Among the records below, how many lines contain the word "green"? The answer is a single number.

(Data extracted from a collection)
============
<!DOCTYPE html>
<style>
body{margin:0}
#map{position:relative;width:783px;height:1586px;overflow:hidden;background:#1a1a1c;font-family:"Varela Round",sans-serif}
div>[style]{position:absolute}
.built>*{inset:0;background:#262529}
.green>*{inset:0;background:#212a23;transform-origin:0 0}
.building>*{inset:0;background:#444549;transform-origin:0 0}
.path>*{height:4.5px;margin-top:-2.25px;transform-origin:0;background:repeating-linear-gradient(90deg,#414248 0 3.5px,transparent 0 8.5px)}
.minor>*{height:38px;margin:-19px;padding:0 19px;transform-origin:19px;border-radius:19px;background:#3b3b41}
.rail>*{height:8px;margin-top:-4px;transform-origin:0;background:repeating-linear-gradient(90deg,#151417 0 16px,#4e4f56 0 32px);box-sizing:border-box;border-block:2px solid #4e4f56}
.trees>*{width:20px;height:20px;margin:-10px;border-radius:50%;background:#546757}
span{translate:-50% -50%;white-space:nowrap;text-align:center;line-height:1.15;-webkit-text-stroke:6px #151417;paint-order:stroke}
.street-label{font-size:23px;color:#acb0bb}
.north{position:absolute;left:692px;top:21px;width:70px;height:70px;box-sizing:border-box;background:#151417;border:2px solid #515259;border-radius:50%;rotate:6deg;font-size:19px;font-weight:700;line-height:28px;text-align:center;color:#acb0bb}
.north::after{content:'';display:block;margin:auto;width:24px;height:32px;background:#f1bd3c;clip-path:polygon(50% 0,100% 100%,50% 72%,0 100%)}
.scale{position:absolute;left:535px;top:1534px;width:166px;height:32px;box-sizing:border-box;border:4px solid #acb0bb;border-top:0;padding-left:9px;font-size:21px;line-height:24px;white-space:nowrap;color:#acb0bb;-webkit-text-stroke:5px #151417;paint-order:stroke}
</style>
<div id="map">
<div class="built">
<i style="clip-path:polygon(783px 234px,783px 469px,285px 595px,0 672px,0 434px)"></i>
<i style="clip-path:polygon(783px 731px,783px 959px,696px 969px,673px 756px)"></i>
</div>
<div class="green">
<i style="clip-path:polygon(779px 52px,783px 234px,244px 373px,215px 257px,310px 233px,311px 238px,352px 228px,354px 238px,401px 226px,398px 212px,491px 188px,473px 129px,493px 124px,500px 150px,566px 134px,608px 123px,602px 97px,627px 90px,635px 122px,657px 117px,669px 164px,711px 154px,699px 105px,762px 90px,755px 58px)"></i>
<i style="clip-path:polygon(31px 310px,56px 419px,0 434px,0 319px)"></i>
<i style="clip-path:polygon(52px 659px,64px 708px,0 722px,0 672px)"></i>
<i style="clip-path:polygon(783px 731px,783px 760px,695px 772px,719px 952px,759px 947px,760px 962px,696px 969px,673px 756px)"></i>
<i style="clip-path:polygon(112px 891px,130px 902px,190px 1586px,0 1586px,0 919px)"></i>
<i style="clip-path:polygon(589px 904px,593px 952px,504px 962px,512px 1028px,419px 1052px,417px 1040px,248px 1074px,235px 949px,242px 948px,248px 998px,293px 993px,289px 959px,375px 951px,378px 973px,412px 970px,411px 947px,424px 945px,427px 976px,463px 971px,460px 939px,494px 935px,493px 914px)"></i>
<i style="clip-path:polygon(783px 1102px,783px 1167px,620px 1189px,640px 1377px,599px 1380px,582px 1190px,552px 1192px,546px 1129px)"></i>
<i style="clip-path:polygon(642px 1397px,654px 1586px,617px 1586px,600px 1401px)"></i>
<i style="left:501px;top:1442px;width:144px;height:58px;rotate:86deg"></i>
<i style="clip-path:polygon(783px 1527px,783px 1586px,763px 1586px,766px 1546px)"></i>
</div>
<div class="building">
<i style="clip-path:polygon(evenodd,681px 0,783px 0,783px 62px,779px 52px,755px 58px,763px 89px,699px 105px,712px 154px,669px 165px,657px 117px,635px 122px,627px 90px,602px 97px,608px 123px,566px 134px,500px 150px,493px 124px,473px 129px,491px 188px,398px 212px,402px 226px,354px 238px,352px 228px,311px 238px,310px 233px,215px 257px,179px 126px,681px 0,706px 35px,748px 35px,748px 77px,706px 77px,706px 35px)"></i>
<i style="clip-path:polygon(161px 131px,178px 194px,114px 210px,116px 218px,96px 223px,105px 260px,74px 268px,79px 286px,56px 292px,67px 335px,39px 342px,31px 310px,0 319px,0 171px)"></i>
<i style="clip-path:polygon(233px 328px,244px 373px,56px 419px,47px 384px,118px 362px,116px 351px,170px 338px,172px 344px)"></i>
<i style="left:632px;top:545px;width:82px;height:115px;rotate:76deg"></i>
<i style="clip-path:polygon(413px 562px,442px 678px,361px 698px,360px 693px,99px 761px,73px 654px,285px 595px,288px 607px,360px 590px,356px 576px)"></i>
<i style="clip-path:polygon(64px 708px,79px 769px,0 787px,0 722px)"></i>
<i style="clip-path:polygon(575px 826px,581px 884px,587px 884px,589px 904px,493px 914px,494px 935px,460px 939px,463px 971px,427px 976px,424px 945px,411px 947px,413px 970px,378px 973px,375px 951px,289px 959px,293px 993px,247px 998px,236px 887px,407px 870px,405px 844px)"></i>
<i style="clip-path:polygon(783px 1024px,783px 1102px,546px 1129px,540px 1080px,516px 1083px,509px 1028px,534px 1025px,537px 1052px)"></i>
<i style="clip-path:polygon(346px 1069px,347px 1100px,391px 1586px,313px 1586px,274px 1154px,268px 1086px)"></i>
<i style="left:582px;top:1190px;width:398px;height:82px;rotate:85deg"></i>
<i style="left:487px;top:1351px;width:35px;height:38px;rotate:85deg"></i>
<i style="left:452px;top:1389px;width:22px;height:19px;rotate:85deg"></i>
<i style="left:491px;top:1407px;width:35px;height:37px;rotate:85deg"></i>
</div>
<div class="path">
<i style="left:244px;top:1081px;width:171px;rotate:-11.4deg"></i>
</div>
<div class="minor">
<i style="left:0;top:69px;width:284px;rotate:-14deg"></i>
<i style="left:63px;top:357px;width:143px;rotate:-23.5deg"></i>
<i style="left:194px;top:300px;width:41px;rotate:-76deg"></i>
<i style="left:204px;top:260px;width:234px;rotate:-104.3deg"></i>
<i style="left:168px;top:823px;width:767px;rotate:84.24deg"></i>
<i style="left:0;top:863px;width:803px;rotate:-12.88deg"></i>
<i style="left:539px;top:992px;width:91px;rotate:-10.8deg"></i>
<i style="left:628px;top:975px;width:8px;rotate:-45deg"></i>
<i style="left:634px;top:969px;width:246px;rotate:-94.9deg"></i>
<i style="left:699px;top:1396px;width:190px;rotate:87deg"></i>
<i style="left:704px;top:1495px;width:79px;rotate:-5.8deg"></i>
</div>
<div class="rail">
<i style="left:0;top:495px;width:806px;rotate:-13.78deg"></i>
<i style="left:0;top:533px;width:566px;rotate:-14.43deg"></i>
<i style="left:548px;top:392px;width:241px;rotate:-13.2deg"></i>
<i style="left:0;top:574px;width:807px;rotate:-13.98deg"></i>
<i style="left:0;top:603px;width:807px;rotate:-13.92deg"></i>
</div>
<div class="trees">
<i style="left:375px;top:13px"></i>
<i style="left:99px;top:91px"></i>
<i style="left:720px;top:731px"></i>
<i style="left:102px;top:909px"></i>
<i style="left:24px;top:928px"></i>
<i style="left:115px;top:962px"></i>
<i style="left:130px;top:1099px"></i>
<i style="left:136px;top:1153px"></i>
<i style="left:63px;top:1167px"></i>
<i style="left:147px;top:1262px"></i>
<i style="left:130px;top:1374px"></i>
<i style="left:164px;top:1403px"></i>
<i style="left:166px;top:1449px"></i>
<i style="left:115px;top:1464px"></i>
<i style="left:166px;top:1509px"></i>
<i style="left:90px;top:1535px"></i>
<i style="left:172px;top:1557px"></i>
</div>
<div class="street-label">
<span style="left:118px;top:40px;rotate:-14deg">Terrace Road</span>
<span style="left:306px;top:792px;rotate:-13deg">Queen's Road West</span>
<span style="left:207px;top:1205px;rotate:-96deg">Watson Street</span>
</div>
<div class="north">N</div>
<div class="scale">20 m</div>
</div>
============
■ **Answer space**
2